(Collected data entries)

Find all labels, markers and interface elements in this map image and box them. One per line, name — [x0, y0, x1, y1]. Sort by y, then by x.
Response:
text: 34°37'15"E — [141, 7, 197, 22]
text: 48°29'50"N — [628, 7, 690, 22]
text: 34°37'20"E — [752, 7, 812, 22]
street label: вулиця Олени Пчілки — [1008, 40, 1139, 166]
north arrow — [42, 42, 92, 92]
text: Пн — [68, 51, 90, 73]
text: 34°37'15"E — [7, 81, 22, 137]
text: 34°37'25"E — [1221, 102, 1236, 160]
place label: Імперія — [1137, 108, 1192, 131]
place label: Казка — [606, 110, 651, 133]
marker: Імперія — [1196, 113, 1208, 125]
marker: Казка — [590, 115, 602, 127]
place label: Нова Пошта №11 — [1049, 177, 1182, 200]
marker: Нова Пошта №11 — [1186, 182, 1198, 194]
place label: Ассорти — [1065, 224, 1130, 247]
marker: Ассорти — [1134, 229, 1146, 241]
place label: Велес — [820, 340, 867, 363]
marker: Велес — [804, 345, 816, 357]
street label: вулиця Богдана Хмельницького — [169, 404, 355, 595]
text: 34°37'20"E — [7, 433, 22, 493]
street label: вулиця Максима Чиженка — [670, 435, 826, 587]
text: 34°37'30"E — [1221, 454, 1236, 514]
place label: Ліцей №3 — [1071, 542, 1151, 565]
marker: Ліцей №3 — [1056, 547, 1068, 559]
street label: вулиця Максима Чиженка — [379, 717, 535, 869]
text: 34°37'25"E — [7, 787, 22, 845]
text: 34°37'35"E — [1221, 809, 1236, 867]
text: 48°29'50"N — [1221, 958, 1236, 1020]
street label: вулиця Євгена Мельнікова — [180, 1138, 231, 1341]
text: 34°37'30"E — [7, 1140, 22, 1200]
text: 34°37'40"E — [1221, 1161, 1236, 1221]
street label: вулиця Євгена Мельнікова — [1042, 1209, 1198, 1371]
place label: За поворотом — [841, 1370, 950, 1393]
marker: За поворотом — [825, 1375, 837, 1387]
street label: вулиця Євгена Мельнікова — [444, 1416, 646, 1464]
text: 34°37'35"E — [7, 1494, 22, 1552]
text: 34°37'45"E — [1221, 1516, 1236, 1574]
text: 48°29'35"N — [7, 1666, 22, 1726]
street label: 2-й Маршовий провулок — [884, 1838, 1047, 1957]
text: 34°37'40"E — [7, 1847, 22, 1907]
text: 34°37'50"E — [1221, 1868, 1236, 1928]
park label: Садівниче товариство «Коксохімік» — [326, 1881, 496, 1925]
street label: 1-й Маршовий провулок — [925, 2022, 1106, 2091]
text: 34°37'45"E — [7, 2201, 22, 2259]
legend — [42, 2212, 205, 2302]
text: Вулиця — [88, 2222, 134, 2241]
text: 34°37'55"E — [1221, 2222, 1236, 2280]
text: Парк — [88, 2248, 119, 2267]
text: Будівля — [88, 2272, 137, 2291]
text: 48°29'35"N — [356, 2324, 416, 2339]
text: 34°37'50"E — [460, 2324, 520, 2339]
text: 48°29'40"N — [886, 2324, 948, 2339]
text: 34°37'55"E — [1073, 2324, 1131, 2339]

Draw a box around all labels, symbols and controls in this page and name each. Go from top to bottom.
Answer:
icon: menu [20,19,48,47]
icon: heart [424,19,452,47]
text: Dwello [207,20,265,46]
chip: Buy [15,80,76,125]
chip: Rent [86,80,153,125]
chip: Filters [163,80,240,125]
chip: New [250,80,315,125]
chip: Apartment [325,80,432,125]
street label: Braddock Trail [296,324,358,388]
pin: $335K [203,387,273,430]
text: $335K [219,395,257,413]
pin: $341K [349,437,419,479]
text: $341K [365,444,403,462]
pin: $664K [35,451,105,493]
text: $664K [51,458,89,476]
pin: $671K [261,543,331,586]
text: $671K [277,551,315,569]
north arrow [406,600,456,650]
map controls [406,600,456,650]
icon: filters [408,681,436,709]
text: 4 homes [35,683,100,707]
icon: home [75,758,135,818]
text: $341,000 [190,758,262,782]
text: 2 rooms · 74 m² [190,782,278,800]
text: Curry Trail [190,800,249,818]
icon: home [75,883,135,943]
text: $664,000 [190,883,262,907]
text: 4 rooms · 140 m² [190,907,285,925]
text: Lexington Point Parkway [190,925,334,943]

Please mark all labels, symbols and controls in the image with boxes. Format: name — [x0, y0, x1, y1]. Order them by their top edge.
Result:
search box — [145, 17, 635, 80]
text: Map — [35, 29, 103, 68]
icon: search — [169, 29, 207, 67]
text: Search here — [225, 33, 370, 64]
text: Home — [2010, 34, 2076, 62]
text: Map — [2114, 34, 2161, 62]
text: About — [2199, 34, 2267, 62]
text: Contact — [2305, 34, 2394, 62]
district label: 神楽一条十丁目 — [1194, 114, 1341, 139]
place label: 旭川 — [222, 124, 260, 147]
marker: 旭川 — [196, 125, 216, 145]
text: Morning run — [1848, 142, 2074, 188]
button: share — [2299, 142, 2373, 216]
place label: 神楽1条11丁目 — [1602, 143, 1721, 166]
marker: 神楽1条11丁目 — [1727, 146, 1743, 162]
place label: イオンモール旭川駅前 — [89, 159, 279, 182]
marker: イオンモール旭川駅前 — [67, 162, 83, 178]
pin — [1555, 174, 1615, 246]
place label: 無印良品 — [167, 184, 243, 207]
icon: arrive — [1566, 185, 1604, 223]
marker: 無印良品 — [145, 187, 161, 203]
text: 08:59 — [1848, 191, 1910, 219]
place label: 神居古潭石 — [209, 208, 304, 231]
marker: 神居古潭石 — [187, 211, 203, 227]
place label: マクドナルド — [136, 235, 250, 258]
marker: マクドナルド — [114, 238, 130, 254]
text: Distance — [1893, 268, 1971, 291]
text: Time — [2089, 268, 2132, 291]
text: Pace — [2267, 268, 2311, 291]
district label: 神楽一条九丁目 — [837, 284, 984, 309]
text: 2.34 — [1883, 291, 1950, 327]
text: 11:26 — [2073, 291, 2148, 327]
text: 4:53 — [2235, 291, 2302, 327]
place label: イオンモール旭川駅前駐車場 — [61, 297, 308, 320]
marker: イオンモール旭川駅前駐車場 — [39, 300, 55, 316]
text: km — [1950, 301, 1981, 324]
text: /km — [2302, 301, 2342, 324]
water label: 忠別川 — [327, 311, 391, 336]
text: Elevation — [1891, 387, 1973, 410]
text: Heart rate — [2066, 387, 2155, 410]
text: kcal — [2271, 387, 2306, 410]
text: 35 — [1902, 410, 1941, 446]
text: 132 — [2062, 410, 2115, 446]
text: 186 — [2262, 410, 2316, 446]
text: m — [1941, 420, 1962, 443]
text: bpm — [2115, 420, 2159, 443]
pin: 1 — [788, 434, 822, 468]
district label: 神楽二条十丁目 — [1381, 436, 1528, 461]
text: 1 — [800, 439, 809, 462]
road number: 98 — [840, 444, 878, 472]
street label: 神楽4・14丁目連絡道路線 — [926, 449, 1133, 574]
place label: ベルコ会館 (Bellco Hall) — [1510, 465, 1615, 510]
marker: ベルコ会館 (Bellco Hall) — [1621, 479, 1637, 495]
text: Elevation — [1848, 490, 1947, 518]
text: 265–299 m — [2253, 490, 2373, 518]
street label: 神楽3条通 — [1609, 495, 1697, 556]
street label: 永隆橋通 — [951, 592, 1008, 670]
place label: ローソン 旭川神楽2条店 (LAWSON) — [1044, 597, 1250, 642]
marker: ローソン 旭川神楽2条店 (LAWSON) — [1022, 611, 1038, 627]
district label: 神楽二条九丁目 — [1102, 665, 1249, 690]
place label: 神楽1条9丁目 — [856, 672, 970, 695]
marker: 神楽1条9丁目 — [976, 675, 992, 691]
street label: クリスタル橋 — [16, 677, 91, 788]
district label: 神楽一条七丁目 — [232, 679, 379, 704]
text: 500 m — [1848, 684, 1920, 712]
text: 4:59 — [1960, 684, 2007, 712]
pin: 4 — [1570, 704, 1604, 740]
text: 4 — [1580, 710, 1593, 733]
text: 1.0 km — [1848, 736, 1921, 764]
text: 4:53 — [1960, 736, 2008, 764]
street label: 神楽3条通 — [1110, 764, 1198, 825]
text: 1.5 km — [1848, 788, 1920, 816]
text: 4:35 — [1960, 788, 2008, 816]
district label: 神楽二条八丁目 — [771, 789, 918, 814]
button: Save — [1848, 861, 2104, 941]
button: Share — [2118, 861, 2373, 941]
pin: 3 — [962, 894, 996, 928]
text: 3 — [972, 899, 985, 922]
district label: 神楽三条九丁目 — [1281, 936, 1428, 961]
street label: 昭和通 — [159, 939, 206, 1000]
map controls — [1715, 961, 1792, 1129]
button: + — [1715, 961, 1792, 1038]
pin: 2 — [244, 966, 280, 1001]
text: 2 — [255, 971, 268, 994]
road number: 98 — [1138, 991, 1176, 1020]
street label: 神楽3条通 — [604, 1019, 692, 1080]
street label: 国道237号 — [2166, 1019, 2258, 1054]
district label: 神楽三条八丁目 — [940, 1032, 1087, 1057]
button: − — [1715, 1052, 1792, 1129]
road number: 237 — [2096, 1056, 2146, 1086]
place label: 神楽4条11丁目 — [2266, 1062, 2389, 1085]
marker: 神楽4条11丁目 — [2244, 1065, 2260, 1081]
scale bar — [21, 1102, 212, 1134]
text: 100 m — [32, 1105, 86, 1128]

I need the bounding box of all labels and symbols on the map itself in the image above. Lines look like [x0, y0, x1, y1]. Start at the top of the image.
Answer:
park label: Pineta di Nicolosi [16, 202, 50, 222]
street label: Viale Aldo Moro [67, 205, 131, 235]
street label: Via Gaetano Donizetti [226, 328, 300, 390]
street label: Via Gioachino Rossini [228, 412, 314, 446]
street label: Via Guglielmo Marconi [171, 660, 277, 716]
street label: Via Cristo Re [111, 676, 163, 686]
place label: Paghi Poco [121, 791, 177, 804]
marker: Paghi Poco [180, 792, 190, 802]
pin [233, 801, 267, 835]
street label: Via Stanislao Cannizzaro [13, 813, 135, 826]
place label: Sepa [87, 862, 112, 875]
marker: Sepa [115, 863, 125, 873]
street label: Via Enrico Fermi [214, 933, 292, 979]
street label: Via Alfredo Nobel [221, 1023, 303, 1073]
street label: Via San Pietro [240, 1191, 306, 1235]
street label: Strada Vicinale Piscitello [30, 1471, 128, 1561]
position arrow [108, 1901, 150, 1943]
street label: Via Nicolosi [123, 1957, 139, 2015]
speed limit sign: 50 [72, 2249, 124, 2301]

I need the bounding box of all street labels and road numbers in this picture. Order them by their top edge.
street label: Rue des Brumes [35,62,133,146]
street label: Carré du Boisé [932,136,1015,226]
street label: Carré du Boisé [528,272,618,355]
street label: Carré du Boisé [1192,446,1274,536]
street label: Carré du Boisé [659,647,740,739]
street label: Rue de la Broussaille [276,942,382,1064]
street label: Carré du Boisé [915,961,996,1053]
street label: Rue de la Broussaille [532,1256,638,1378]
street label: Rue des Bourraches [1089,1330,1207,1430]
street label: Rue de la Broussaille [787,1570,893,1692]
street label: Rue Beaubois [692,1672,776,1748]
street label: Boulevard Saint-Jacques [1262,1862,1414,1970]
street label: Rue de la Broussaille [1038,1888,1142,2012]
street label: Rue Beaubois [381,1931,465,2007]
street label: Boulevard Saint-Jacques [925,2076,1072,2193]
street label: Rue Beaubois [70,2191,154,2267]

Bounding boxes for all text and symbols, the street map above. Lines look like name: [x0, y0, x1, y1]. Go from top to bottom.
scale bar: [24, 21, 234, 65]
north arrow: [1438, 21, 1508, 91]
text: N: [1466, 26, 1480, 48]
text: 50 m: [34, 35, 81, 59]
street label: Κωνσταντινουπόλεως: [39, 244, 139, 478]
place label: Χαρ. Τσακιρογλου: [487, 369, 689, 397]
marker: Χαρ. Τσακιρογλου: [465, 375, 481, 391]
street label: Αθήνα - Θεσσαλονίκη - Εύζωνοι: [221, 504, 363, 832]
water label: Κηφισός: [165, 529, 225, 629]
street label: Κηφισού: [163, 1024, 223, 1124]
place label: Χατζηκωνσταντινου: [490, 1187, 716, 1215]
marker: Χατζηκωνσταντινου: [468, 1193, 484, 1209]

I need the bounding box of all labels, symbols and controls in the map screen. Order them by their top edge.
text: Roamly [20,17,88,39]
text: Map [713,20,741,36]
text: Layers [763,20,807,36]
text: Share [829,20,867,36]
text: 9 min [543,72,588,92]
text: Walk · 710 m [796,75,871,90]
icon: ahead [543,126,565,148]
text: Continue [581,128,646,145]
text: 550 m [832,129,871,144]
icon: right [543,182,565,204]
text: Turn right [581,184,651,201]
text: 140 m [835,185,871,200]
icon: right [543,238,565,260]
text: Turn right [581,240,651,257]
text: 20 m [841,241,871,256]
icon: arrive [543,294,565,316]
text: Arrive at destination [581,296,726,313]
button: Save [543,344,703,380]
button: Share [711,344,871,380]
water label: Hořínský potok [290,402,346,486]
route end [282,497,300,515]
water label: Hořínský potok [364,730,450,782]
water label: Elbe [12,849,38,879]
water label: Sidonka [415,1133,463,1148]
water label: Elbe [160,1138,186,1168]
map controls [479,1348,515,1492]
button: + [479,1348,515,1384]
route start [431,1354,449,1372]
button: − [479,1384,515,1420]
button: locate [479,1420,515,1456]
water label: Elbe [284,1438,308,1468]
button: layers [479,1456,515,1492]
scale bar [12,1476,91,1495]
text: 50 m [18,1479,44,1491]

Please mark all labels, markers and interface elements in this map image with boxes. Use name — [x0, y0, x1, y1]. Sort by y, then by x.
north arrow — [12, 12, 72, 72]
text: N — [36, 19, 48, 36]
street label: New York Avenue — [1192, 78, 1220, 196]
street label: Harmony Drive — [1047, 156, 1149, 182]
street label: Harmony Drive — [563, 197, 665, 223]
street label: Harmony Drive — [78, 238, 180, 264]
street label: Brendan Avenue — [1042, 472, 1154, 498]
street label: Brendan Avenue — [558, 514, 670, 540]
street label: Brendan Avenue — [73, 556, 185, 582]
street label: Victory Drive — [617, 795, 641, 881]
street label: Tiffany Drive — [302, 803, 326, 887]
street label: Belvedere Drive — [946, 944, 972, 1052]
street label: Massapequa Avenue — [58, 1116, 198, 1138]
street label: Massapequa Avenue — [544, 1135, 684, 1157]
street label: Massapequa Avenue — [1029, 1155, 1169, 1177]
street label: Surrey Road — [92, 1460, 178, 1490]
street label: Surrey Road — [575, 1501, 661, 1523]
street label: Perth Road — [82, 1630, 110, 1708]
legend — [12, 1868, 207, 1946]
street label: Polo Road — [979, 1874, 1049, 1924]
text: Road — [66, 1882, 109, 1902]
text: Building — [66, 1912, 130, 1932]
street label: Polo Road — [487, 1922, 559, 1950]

▶ _EXERCISE DIRECTIONS_:
Examine the data above and state how many of its lines contain the word "Polo", with no further remarks.

▶ _WRITTEN REPLY_:
2